L’annonce du ministre de l’Énergie, Birame Soulèye Diop, affirmant que le Sénégal envisage de nationaliser Yakaar Teranga à l’expiration de la licence de Kosmos Energy en juillet 2026, redéfinit les contours du futur gazier national. L’objectif affiché : garantir l’approvisionnement du marché local en gaz.

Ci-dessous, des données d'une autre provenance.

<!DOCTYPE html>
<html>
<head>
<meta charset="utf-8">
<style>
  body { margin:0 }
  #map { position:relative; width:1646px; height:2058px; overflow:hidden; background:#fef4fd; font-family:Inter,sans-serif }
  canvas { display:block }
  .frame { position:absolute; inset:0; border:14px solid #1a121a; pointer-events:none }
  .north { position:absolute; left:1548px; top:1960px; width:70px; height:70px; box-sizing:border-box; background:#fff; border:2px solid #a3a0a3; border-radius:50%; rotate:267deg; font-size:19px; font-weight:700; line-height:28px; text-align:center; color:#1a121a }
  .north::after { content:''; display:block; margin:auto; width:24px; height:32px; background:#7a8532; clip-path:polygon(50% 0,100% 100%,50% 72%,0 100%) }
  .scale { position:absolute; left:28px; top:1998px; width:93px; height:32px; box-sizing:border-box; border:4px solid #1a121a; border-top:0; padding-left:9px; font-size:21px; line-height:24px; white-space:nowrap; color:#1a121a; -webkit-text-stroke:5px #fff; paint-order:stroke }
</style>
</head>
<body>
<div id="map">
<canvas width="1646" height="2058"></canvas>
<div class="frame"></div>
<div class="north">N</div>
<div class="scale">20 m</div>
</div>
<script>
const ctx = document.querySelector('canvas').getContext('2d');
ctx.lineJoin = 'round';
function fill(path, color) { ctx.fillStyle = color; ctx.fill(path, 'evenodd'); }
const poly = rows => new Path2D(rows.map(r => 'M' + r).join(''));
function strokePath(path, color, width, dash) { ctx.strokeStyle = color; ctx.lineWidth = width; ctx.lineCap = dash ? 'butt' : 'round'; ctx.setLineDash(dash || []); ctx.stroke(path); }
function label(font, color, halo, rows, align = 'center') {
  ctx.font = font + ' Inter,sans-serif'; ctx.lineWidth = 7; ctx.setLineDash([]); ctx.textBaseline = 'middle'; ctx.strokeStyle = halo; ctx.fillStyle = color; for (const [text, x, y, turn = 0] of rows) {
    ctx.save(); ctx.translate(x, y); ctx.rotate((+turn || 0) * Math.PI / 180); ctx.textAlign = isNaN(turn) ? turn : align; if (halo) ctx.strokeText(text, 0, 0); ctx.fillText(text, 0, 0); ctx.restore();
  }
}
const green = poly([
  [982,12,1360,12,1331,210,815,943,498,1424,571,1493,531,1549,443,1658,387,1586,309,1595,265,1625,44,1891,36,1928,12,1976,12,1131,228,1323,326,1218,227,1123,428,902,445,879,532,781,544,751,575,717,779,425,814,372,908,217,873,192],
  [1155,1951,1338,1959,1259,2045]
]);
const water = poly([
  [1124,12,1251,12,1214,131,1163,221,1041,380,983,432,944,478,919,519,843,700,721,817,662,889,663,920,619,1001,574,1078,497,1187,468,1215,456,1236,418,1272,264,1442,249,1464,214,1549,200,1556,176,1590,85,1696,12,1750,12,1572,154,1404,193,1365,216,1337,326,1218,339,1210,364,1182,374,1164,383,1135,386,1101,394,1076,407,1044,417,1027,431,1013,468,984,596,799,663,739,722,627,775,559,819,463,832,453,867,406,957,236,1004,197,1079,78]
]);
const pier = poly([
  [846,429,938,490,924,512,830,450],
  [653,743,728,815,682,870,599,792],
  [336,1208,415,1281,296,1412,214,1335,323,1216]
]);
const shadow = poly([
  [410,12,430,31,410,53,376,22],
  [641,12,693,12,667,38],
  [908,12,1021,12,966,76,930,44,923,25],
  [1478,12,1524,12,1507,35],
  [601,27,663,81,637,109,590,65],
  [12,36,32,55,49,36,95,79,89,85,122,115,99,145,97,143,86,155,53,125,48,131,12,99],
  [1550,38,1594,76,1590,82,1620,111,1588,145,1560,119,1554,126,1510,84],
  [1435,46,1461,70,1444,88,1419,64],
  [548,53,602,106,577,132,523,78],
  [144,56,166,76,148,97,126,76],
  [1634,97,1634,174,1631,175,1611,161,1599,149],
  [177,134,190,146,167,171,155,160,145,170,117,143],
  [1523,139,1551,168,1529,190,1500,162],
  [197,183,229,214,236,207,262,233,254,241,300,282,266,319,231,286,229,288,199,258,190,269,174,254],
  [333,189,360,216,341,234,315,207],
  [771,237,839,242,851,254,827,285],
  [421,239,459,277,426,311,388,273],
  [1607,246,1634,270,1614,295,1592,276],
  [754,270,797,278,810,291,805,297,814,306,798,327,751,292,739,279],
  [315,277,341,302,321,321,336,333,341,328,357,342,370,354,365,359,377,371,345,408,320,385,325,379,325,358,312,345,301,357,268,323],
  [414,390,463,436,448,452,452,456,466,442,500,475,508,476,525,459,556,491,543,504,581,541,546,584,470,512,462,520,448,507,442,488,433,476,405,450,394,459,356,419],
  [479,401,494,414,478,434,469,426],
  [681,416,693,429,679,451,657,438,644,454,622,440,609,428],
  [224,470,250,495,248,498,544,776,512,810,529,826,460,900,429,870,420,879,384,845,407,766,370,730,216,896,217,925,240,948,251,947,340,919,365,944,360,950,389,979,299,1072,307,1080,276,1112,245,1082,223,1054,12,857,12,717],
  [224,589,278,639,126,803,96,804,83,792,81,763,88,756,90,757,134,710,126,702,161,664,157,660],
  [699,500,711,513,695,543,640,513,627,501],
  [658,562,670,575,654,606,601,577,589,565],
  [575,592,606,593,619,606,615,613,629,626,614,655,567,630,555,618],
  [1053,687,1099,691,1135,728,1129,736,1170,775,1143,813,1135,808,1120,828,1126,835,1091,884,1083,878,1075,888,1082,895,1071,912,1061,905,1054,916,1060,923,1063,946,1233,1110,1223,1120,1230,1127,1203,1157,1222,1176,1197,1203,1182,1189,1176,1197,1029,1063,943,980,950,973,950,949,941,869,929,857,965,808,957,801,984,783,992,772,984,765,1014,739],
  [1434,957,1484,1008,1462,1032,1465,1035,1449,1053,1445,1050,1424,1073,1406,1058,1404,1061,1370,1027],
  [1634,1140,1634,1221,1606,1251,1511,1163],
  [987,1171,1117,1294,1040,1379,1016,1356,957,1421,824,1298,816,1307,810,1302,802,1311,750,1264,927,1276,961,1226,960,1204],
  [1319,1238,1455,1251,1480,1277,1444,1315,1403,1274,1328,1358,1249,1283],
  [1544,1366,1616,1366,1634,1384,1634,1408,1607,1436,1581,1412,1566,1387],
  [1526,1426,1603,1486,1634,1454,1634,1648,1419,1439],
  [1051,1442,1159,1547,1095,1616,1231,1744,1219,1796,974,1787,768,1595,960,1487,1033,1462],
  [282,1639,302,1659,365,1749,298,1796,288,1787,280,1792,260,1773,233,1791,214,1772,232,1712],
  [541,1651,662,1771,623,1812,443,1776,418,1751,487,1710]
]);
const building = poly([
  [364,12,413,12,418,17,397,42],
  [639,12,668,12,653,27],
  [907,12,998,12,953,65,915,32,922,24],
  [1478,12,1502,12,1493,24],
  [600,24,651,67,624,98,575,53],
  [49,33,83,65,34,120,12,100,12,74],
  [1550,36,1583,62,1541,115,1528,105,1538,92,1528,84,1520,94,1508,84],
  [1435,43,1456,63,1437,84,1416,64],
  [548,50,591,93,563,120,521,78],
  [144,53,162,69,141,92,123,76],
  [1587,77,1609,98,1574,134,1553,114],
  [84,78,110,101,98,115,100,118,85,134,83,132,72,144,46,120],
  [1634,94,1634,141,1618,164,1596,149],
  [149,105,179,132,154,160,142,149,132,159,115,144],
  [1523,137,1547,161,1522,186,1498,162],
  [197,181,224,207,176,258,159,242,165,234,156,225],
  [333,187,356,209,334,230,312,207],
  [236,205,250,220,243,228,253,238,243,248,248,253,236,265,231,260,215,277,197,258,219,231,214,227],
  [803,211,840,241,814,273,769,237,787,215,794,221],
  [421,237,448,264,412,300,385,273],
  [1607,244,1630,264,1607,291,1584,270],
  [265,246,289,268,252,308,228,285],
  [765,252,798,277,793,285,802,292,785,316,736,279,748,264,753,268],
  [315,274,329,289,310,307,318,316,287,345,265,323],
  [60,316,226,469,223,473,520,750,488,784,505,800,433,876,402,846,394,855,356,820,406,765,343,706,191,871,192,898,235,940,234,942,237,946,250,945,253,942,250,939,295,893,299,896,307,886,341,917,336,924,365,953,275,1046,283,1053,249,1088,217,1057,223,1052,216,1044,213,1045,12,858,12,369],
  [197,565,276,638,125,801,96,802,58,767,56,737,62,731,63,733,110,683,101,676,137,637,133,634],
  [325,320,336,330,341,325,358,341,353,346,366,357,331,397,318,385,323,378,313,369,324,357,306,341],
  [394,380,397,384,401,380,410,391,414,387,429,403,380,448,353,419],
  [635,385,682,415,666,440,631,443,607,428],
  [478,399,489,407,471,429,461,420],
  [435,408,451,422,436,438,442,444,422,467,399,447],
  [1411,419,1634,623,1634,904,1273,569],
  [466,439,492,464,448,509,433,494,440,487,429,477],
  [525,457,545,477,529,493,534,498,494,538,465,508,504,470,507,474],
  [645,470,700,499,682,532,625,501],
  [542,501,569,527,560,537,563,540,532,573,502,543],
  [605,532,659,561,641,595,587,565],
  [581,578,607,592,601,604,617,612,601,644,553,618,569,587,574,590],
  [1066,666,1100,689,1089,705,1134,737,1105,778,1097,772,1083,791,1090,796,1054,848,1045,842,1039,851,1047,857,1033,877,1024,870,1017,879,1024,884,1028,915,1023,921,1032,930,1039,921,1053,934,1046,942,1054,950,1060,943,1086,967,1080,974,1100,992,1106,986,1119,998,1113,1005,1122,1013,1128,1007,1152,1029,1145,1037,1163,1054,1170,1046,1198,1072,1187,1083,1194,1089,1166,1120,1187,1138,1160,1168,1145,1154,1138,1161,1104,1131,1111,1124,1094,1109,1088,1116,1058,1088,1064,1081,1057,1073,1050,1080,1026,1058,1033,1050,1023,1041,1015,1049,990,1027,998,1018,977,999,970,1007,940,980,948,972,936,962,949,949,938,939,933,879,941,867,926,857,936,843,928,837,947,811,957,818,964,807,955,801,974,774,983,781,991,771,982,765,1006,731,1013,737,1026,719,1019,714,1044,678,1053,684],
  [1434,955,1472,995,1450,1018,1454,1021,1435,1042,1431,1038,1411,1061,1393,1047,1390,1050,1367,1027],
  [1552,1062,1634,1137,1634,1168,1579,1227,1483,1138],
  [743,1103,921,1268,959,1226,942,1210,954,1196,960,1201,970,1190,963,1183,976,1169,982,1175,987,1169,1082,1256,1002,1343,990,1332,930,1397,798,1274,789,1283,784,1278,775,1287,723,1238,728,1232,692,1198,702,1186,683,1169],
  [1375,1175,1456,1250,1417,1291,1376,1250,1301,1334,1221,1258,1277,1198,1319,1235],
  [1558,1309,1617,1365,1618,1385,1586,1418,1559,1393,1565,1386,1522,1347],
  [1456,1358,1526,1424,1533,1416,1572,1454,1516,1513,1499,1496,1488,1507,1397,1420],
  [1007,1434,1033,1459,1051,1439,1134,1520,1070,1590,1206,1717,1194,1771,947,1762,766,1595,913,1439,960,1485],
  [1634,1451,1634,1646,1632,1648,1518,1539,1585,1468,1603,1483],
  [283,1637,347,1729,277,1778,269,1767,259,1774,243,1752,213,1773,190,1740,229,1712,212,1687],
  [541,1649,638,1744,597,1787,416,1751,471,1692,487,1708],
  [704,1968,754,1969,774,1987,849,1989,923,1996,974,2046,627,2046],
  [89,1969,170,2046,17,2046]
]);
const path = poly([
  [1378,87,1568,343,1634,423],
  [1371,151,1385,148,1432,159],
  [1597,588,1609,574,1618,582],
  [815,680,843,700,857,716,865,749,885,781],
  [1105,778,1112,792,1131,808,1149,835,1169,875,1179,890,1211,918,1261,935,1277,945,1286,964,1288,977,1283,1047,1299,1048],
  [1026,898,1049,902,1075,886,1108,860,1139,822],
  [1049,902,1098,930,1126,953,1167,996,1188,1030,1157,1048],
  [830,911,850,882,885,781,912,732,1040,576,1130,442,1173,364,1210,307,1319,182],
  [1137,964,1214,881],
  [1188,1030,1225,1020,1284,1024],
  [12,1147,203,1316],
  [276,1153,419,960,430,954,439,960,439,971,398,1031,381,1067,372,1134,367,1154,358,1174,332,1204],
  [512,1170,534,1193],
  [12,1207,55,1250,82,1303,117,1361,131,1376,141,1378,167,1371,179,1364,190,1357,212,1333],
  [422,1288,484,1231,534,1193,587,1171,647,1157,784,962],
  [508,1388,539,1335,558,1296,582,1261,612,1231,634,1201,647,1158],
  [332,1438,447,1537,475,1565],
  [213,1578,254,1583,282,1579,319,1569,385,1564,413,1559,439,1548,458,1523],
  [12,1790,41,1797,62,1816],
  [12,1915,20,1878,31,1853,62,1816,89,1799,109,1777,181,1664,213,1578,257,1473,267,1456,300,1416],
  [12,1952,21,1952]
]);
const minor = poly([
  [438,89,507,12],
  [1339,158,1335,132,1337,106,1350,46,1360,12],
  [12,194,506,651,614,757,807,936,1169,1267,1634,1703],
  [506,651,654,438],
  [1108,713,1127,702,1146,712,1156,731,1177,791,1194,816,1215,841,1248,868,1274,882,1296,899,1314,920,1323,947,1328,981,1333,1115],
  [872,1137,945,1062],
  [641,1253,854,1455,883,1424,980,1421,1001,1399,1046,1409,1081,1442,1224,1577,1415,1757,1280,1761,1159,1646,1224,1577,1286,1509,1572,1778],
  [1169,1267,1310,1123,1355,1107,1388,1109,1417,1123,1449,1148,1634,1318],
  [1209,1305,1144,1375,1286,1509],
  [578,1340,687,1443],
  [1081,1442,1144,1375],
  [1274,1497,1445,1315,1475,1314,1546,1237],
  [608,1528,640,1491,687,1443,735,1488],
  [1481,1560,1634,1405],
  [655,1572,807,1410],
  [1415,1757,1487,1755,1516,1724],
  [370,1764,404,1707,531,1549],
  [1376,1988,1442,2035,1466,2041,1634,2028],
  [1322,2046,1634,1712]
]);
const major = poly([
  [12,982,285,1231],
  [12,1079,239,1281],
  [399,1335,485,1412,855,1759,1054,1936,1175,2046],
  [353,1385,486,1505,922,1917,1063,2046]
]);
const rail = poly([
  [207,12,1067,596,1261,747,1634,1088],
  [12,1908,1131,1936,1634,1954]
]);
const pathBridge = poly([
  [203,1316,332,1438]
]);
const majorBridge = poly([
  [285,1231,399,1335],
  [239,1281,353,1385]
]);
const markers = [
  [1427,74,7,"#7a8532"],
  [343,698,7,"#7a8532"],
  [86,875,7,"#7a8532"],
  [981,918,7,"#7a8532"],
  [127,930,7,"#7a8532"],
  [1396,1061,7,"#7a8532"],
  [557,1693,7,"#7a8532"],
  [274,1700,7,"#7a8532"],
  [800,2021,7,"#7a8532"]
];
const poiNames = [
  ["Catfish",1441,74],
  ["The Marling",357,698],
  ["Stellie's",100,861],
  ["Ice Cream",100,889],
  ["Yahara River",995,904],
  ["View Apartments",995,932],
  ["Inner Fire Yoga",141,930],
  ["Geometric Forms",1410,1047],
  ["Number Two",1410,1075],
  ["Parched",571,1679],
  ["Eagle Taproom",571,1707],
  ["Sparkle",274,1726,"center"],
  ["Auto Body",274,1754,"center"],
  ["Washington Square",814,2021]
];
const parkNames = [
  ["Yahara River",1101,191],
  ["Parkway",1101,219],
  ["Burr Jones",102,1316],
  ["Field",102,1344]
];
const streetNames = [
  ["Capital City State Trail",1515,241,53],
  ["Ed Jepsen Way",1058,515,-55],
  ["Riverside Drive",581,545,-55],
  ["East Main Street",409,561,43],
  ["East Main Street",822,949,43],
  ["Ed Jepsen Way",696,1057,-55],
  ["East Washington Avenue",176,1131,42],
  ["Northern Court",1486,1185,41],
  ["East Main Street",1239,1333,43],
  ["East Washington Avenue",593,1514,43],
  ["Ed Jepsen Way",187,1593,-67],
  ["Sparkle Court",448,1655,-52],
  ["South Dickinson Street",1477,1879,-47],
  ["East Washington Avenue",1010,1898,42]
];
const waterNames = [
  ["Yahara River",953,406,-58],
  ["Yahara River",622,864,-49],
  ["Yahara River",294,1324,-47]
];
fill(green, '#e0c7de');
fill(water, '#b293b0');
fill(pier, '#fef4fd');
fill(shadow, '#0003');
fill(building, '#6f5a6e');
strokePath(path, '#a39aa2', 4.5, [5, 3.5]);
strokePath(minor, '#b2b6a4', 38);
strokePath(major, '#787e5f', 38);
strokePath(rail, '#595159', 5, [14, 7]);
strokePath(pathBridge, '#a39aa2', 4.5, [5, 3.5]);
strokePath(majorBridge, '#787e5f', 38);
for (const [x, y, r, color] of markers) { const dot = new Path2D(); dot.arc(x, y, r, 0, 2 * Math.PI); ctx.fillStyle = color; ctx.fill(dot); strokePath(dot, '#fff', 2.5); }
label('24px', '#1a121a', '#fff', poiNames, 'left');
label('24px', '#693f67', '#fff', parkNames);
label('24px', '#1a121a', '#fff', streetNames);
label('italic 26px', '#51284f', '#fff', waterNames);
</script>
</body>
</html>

Une annonce à fort impact économique immédiat
L’effet a été instantané : l’action de Kosmos Energy a chuté de 6,1 % à Wall Street. Une réaction révélatrice des incertitudes générées par cette perspective de changement d’opérateur sur l’un des plus importants projets gaziers du pays.
Un coût colossal de 6 milliards de dollars
Selon Le Quotidien, les experts du secteur interrogés estiment que Petrosen ne disposerait pas de ressources financières suffisantes pour assumer seule la nationalisation.
Montant estimé : 6 milliards de dollars
Investissements prioritaires :
• un FPSO pour la production et le stockage du gaz
• une usine de liquéfaction (GNL)
• des études d’impact environnemental et social
Un montant qui dépasse largement les capacités actuelles de l’entreprise nationale.
Un passif marqué par des retraits successifs
Après le retrait de BP en 2023, Kosmos Energy est devenu opérateur majoritaire, mais peine depuis à attirer un partenaire pour lancer la production. Le marché domestique jugé trop réduit par les acteurs étrangers a freiné les investissements.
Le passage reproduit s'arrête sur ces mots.